I've also been embracing Power-Over-Ethernet where appropriate[2], to prevent excessive breeding of wall-warts.
Every day is a school day.
Do you need to install special cable to do that then? (I assume it's not just your bog std Cat5)
Bog standard cat5. The device needs to be designed to accept PoE (802.3af), and you need either a switch that can supply PoE (which nearly always means a big one with evil noisy fans) or a mid-span power injector. Ethernet ports are transformer-isolated, and PoE intercepts the cable before the transformers to supply power.
You can sometimes bodge it with non-compliant 'passive PoE', where you simply break out the two unused pairs in 10/100M Ethernet and stick DC power up them with readily available dongles or passive injectors. There's no proper negotiation of current draw, no guarantees about voltage drop in the wiring
[1], and you can't esaily do it with gigabit, which uses all the pairs. Often useful, but proceed with caution.
Most proper PoE kit tends to be things like IP phones, CCTV cameras and WiFi access points, where a separate wall-wart is either impractical (eg. because it's going on a roof) or an unwanted cost/point of failure (if you've got a couple of dozen phones in an office, better to just have a single power supply to worry about).

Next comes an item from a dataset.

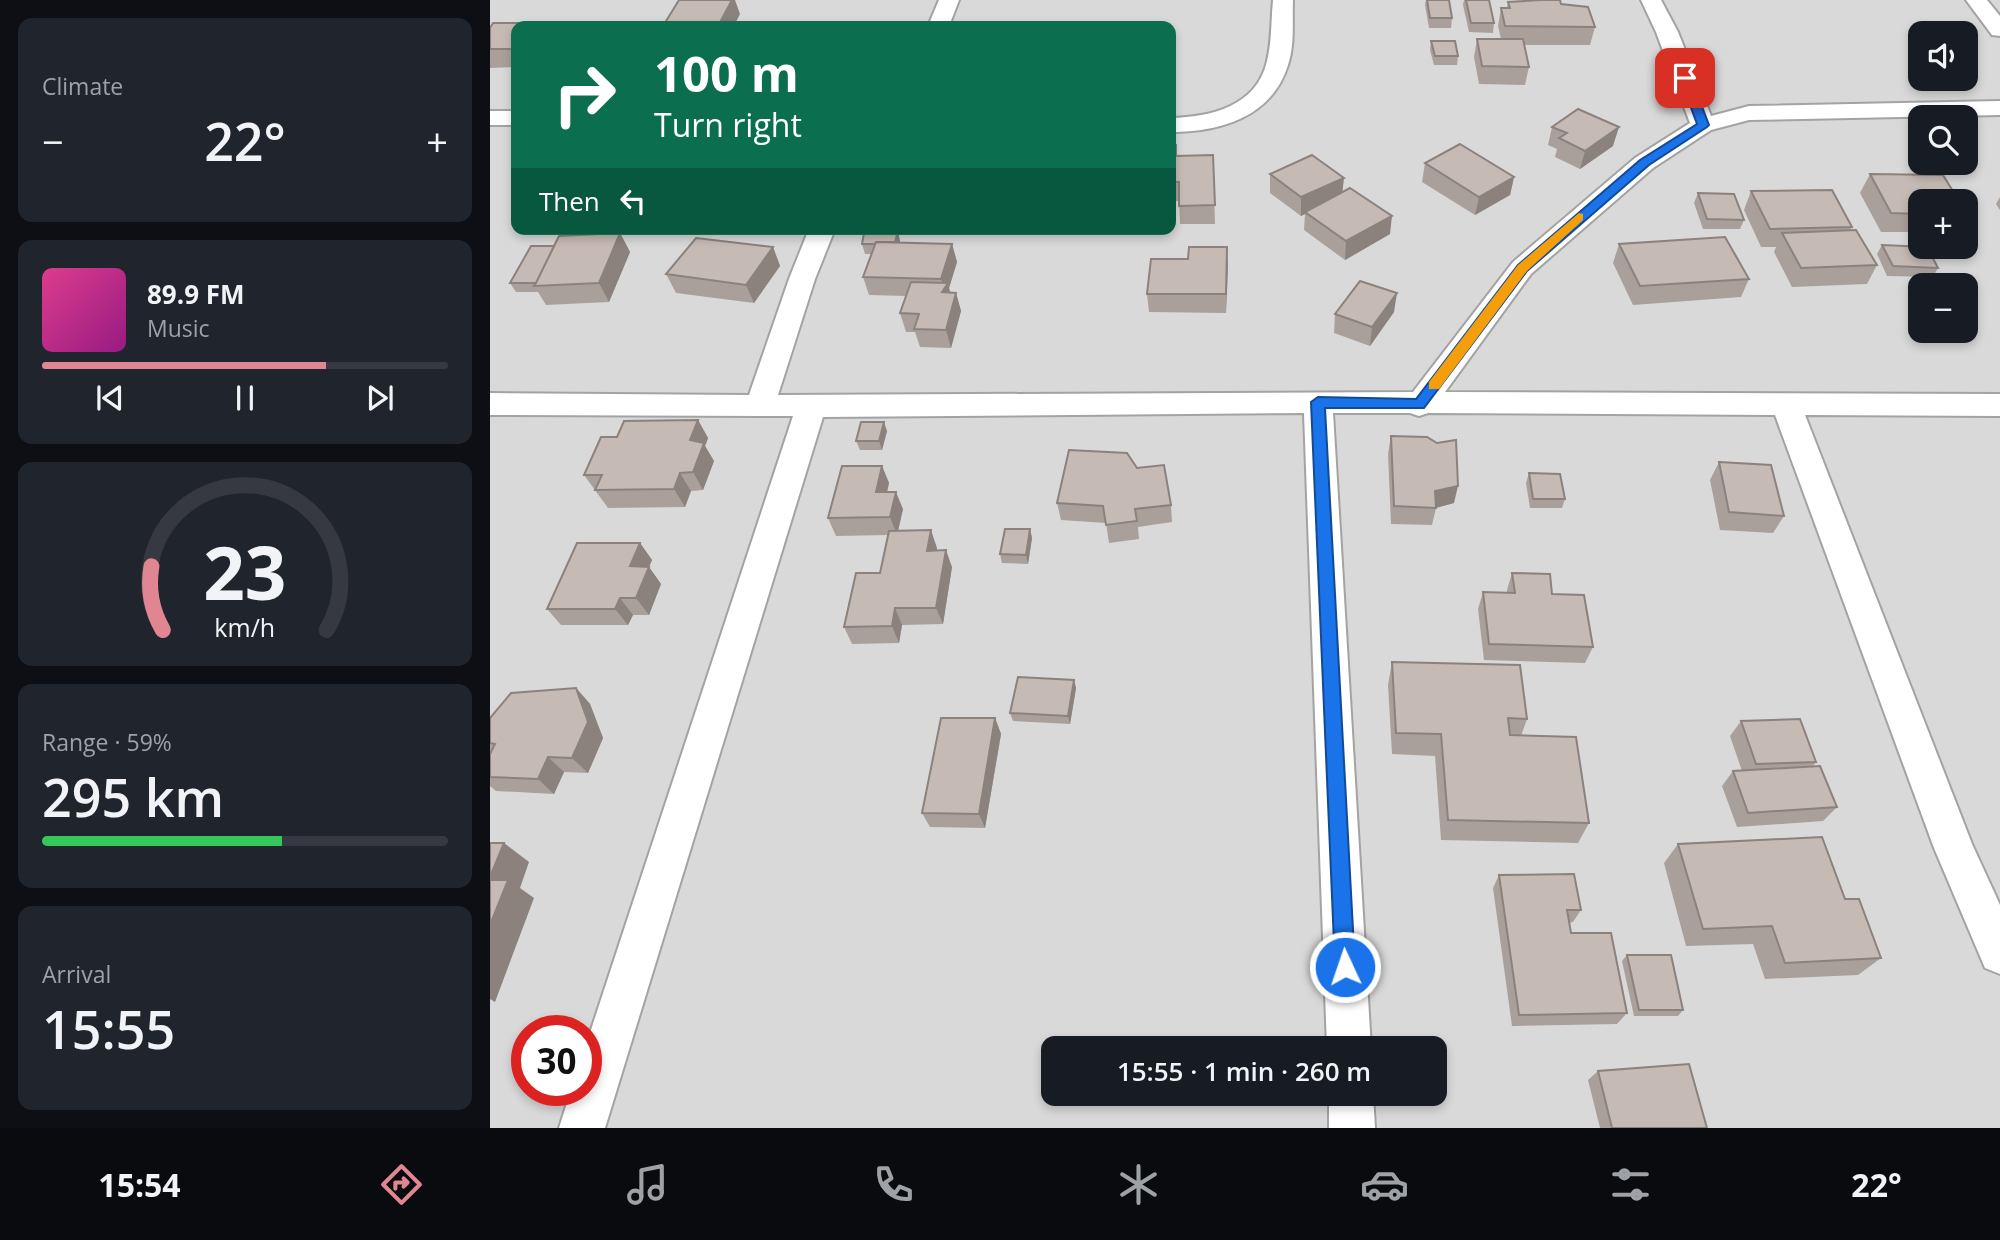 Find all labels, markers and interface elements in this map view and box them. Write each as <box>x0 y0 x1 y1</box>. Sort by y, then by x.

As with so many rubbish things in life, assorted non-802.3af-complaint 'standard' implementations proliferate (Cisco, Ubiquiti, etc.).
There's probably a parallel universe where WiFi wasn't invented, where this became the de-facto standard for charging laptops.
[1] 802.3af uses 48V to provide headroom and minimise I2R losses, while still qualifying as extra-low voltage for safety purposes.